• [Material for the task]:
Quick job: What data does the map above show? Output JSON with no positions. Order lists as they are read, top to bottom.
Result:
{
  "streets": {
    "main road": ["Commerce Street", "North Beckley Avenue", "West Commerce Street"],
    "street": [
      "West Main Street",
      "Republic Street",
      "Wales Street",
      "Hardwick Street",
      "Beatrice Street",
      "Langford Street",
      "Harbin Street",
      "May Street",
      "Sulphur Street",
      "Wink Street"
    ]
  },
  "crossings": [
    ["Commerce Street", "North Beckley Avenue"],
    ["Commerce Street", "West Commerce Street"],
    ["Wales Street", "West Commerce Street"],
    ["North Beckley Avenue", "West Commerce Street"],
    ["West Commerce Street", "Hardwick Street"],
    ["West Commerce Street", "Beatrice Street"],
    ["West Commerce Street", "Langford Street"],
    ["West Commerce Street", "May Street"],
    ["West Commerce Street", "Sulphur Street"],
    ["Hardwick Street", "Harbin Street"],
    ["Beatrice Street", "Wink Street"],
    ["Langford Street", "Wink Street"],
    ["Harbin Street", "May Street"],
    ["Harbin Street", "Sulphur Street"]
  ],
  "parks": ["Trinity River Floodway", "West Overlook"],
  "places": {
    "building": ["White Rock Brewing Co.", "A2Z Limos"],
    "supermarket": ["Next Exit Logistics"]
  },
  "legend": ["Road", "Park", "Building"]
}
==
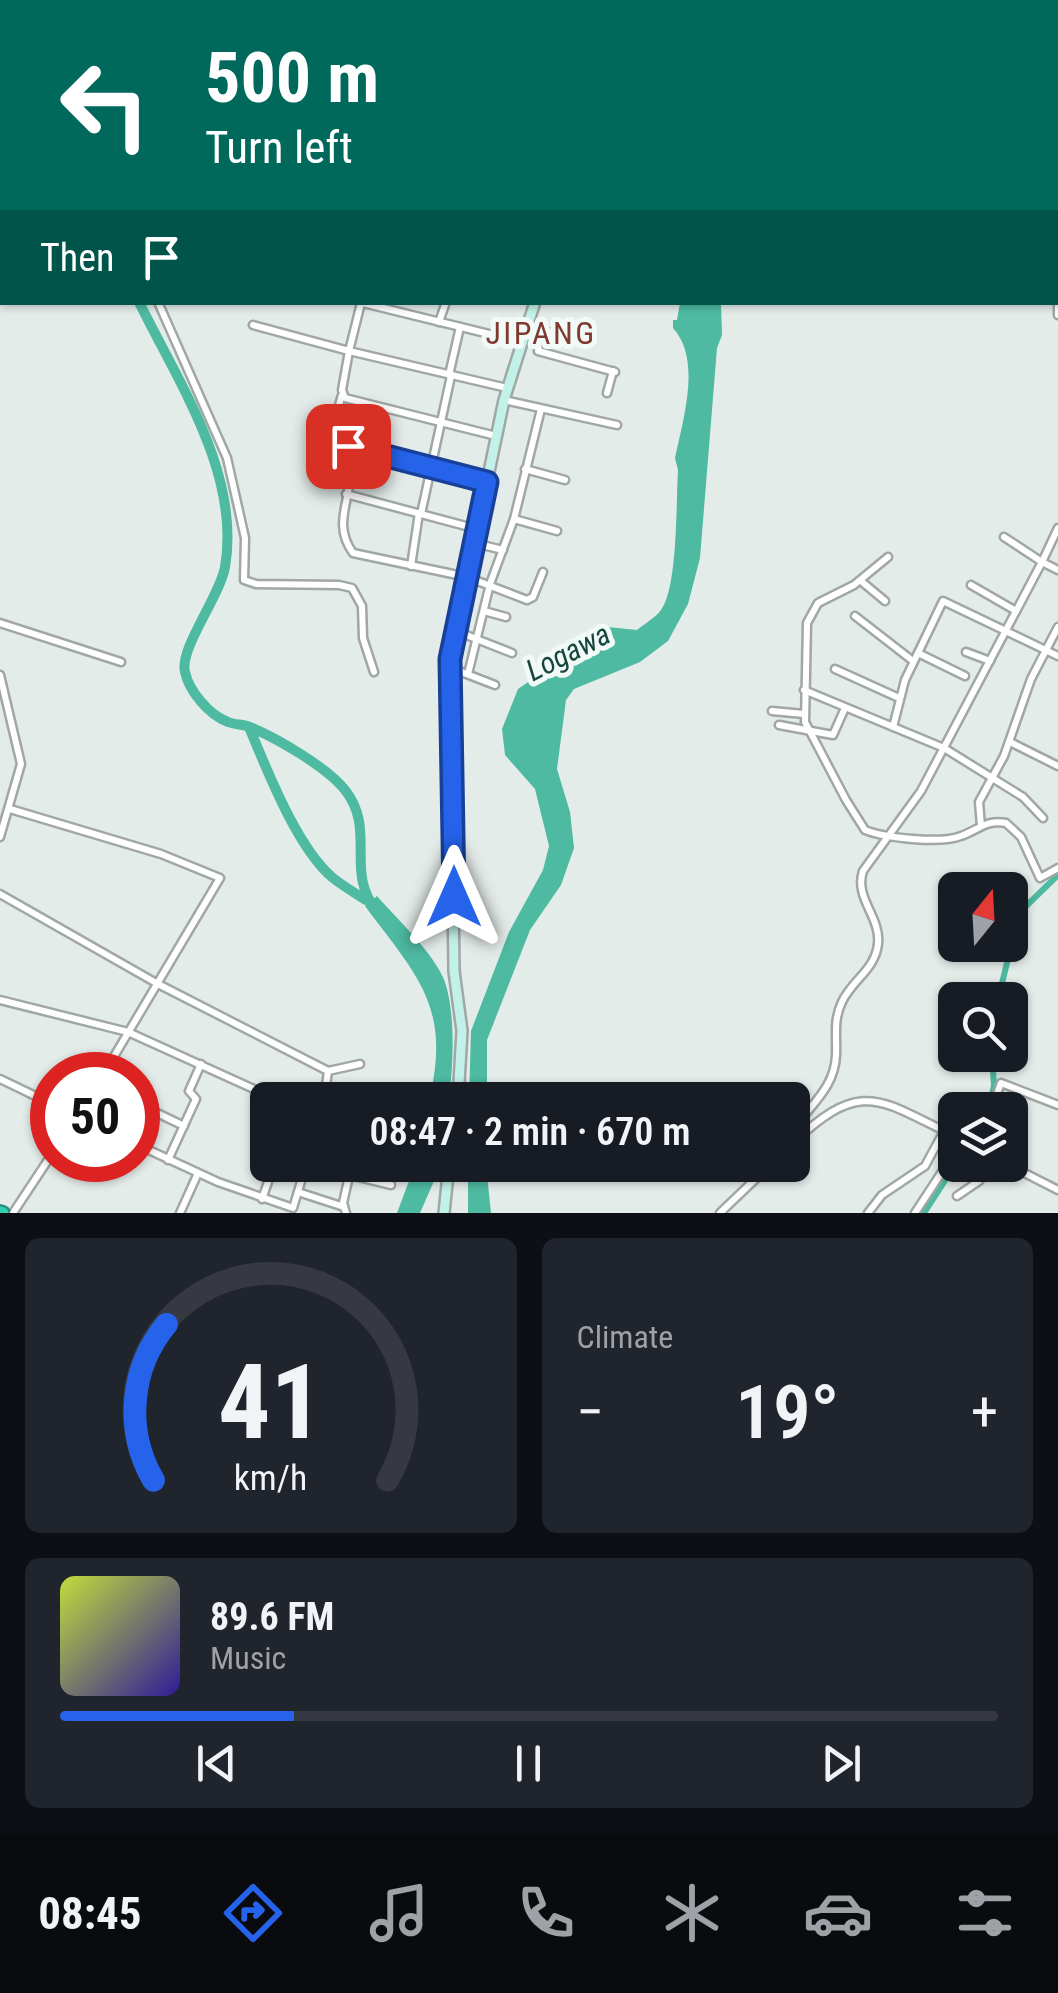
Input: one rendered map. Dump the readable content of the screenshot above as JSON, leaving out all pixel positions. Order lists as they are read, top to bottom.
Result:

• [Task requirements]: Where the word "above" shows up in a line of the listing, return that line.

• [Result of the task]:
Quick job: What data does the map above show? Output JSON with no positions. Order lists as they are read, top to bottom.
Input: one rendered map. Dump the readable content of the screenshot above as JSON, leaving out all pixel positions. Order lists as they are read, top to bottom.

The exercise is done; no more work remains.